(EXERCISE INSTRUCTIONS):
Only the lines from the top of the data through the line with "border:9px solid #d22;" should be repeated, each exactly as written.

================

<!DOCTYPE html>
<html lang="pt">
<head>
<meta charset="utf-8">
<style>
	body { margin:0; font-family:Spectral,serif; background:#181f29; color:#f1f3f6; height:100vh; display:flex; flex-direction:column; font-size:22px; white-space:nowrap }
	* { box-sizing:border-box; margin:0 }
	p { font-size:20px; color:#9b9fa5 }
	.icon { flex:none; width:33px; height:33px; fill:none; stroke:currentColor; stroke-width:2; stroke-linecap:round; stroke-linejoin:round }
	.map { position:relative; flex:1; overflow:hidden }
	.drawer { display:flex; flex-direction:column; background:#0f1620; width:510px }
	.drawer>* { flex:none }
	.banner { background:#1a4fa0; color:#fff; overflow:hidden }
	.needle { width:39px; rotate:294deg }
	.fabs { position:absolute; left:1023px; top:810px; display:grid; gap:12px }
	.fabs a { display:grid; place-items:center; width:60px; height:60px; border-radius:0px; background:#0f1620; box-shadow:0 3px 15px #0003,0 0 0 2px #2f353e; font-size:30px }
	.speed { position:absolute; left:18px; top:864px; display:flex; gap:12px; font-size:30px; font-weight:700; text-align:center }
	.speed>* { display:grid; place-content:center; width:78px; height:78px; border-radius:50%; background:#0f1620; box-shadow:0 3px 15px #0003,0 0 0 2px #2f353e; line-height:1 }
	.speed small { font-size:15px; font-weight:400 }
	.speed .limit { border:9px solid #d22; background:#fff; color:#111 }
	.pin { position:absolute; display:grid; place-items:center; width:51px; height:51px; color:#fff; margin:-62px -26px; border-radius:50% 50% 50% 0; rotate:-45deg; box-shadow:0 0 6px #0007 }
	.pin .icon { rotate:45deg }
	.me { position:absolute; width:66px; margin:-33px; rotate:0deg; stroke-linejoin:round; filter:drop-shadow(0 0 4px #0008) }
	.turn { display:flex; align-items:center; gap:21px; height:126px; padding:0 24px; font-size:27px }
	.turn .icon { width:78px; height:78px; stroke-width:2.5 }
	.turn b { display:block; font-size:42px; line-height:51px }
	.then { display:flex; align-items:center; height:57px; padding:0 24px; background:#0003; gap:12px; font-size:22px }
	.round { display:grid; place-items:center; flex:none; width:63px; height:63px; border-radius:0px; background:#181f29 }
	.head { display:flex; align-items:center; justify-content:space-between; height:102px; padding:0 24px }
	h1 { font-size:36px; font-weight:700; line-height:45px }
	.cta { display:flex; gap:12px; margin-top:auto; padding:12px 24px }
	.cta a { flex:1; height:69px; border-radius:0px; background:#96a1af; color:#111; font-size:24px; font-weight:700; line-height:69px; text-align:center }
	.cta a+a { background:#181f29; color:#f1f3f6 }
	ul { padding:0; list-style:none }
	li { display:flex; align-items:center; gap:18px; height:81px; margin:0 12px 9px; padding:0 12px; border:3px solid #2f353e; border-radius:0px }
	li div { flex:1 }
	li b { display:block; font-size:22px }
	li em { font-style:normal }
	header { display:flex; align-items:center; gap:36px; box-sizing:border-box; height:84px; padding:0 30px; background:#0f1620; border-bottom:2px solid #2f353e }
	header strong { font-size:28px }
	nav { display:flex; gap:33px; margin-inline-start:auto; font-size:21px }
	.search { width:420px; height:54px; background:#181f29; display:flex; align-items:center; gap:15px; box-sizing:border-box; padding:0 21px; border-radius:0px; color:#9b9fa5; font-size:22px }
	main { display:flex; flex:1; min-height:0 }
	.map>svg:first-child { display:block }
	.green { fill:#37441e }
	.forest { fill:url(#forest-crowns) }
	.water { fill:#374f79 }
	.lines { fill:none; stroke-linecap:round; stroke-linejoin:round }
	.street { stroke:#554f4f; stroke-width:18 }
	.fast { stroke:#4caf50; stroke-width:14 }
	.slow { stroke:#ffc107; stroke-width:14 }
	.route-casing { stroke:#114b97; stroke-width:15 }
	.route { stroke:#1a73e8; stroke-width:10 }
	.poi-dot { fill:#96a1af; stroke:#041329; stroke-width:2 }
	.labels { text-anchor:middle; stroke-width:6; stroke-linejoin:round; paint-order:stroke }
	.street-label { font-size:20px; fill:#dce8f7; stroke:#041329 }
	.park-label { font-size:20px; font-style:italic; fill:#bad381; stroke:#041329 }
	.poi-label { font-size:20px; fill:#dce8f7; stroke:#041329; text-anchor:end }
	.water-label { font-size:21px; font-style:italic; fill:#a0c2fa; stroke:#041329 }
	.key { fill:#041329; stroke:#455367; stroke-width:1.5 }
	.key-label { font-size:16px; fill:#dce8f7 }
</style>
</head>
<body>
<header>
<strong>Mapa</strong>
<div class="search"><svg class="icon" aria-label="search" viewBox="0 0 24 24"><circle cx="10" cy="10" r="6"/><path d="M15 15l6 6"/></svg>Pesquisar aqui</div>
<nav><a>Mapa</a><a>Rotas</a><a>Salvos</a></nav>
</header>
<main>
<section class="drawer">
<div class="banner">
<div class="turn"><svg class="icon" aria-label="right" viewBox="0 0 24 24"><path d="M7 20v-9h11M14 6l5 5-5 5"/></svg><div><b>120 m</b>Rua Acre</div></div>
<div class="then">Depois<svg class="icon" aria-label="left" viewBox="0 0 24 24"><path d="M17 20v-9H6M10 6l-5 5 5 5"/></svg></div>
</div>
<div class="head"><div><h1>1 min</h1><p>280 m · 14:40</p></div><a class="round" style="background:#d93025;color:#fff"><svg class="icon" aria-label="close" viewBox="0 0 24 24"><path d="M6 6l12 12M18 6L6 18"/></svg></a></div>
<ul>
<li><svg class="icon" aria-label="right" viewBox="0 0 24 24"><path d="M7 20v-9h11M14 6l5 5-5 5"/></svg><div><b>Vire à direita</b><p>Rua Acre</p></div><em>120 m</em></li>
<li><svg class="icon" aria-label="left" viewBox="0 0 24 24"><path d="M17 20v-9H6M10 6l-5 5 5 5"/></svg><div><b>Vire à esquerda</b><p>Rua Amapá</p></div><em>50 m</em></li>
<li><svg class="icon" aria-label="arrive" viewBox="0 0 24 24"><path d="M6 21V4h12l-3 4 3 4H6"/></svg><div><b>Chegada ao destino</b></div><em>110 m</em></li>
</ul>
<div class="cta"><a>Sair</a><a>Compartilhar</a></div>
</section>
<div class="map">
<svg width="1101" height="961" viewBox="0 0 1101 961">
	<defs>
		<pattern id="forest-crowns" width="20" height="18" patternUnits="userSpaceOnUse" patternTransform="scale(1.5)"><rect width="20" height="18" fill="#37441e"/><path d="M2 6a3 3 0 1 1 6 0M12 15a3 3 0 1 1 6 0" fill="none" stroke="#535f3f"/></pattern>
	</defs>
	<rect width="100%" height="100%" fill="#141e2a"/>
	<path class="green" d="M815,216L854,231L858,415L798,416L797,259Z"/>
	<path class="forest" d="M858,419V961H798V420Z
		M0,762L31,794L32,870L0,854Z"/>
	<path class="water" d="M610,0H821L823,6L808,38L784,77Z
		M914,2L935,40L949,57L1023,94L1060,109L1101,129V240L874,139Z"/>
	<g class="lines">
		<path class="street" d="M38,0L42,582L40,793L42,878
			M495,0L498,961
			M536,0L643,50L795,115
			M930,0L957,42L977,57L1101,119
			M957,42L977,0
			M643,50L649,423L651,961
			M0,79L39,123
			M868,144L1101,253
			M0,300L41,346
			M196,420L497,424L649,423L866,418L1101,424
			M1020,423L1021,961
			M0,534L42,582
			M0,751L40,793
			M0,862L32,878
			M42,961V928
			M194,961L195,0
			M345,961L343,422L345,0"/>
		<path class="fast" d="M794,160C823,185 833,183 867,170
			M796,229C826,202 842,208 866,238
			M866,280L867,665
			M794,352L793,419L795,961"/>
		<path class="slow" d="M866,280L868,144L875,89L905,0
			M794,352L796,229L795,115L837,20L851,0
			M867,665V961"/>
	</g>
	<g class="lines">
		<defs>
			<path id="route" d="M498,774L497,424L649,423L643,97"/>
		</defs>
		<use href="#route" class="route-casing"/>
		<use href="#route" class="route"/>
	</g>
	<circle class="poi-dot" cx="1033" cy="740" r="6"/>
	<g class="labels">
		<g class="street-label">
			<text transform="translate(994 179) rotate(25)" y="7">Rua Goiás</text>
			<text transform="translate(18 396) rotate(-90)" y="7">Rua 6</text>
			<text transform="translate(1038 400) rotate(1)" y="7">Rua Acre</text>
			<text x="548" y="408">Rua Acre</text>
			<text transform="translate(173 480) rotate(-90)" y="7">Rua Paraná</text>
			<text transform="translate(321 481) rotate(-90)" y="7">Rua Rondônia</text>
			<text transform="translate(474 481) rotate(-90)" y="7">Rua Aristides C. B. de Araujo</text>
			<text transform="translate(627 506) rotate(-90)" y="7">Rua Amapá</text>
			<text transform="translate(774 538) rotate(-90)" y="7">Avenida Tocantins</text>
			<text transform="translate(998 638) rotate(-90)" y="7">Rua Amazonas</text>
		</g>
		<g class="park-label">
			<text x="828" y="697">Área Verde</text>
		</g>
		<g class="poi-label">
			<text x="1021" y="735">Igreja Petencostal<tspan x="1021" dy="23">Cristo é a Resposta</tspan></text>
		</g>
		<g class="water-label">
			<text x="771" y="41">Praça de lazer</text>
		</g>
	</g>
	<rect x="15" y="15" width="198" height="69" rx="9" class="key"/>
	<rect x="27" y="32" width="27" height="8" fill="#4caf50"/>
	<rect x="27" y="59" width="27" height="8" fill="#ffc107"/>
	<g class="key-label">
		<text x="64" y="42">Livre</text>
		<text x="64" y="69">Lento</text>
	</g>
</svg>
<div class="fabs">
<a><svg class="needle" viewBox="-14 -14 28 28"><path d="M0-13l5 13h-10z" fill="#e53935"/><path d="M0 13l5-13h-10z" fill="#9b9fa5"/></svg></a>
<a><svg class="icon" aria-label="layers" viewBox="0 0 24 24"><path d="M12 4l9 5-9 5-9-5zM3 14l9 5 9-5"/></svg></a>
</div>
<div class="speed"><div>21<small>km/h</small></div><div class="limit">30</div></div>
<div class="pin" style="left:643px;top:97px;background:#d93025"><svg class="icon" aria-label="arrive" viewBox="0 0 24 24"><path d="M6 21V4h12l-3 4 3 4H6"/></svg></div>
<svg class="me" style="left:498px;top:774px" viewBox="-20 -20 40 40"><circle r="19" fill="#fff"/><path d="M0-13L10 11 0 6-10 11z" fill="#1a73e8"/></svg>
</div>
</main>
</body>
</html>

================

(WRITTEN SOLUTION):
<!DOCTYPE html>
<html lang="pt">
<head>
<meta charset="utf-8">
<style>
	body { margin:0; font-family:Spectral,serif; background:#181f29; color:#f1f3f6; height:100vh; display:flex; flex-direction:column; font-size:22px; white-space:nowrap }
	* { box-sizing:border-box; margin:0 }
	p { font-size:20px; color:#9b9fa5 }
	.icon { flex:none; width:33px; height:33px; fill:none; stroke:currentColor; stroke-width:2; stroke-linecap:round; stroke-linejoin:round }
	.map { position:relative; flex:1; overflow:hidden }
	.drawer { display:flex; flex-direction:column; background:#0f1620; width:510px }
	.drawer>* { flex:none }
	.banner { background:#1a4fa0; color:#fff; overflow:hidden }
	.needle { width:39px; rotate:294deg }
	.fabs { position:absolute; left:1023px; top:810px; display:grid; gap:12px }
	.fabs a { display:grid; place-items:center; width:60px; height:60px; border-radius:0px; background:#0f1620; box-shadow:0 3px 15px #0003,0 0 0 2px #2f353e; font-size:30px }
	.speed { position:absolute; left:18px; top:864px; display:flex; gap:12px; font-size:30px; font-weight:700; text-align:center }
	.speed>* { display:grid; place-content:center; width:78px; height:78px; border-radius:50%; background:#0f1620; box-shadow:0 3px 15px #0003,0 0 0 2px #2f353e; line-height:1 }
	.speed small { font-size:15px; font-weight:400 }
	.speed .limit { border:9px solid #d22; background:#fff; color:#111 }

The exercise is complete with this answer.